My friend Stephen wrote to me asking recommendations for cutting cable. Based on his description of his family’s viewing habits, he seems to be the ideal candidate. You also might be an ideal candidate. Besides viewing habits, location, services and technology are also considerations when deciding to tell the cable company to take a hike before it gives you a hike.
Viewing habits, of course, are the ultimate factor. If you don’t watch a lot of television, only popular shows and the main networks, you could be a prime candidate to cut the cord. This is especially true if you live in an urban area and can easily receive HDTV signals over the air.
Hulu Plus ($7.99 a month), Amazon Instant Video (prices vary on ala carte purchases), Netflix (streaming plan is $7.99 a month) are essential. You will find the latest popular TV episodes on Hulu and Amazon. Netflix still have the largest on-demand library, including past seasons of popular shows like Breaking Bad. Spring for Amazon Prime ($79 a year) for access to that company’s instant movie and TV library. Pay attention, though, to the number of devices you can connect and simultaneously stream from each service.

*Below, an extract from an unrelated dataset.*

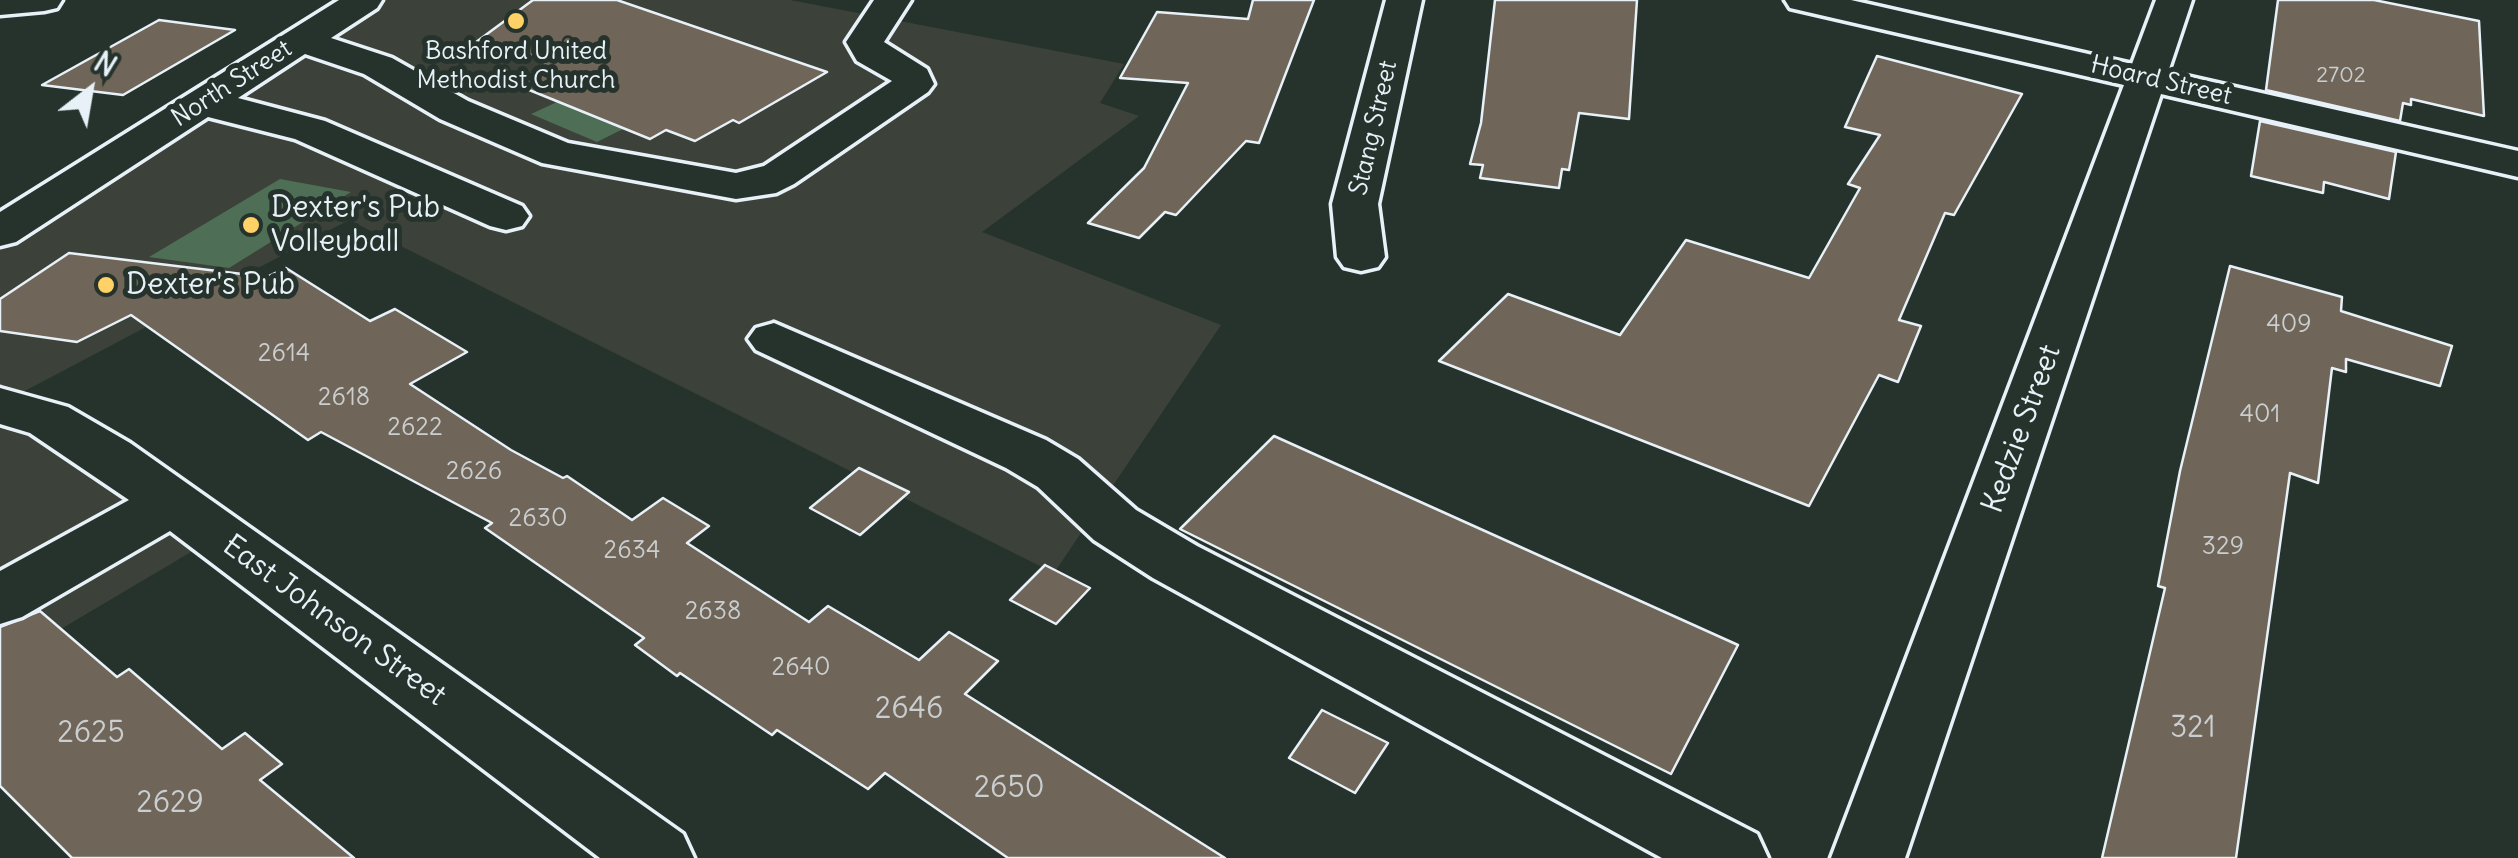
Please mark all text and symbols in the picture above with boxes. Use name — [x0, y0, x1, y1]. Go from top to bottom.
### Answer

Popular streaming options are AppleTV, Roku, Xbox, “smart” TVs, internet-connected blu-ray players and TiVo DVRs. Indy Gadgetguy has had them all. I currently favor Roku and AppleTV. The family just acquired a Samsung SmartTV that is impressive. Roku (under $100) has the largest selection of streaming services and a slick interface. I also like my AppleTV ($99) because of the slick interface, movie rentals, and integration with my iTunes media and Apple devices. It lacks Amazon services, though. Bonus: Current Macs can stream to the AppleTV using AirPlay. My top recommendation is Roku.

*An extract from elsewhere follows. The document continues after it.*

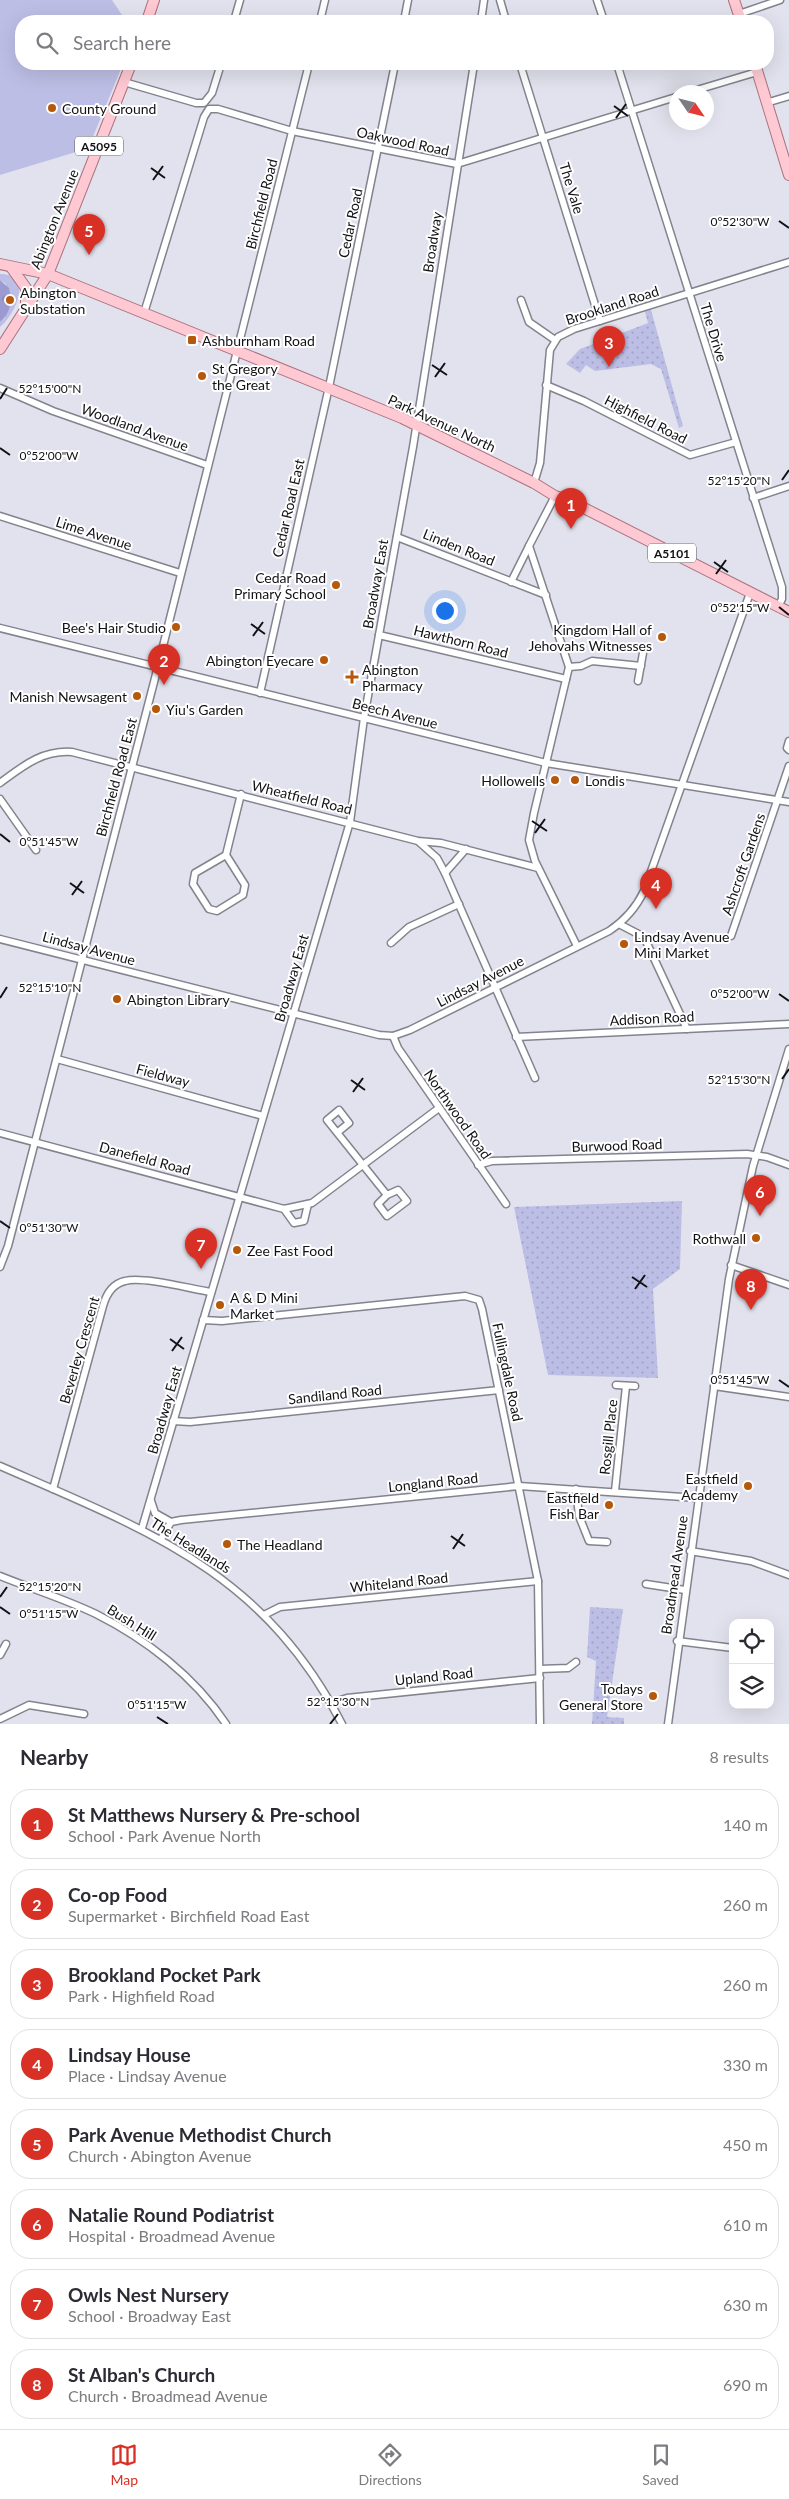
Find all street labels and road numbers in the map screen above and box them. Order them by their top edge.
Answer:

The majority of streamers do not have digital video recording capabilities. You will need a TiVo for that. Prices are inexpensive, but there is a $20 monthly fee. The entry Tivo Premier (about $150) can be hooked to an antennae to snag analog and over the air HD signals. It also has Amazon, Netflix and Hulu services built-in. If you want one box to help you cut the cable, this is my top recommendation.
But not for my family
Our own family situation isn’t ideal for cutting cable. My wife is fond of HGTV shows and I like documentaries on The Science Channel. Both have sparse online content offerings, so we subscribe to DirectTV. The monthly bill runs around $170 a month, but that’s a good value for what we get. We’re too far away from Indianapolis to receive HDTV over-the-air signals without a large tower. We also enjoy the superior HD picture quality on our media room’s 120-inch LCD projector screen.
I’ve been impressed with DirecTV’s DVR technology (we have two networked together so we can watch anywhere) and have access to many movie channels. The DirectTV iPad/iPhone apps are especially nice for viewing content at home away from a TV. The sat service’s online web portal is great for finding and scheduling content and additional information in the forums. Nomad – DirectTV’s little box which allows recorded content to be place-shifted – needs more work to make it practical, though.
Still, $170 a month could fund a lot of streaming subscriptions and online movie and TV rentals and purchases.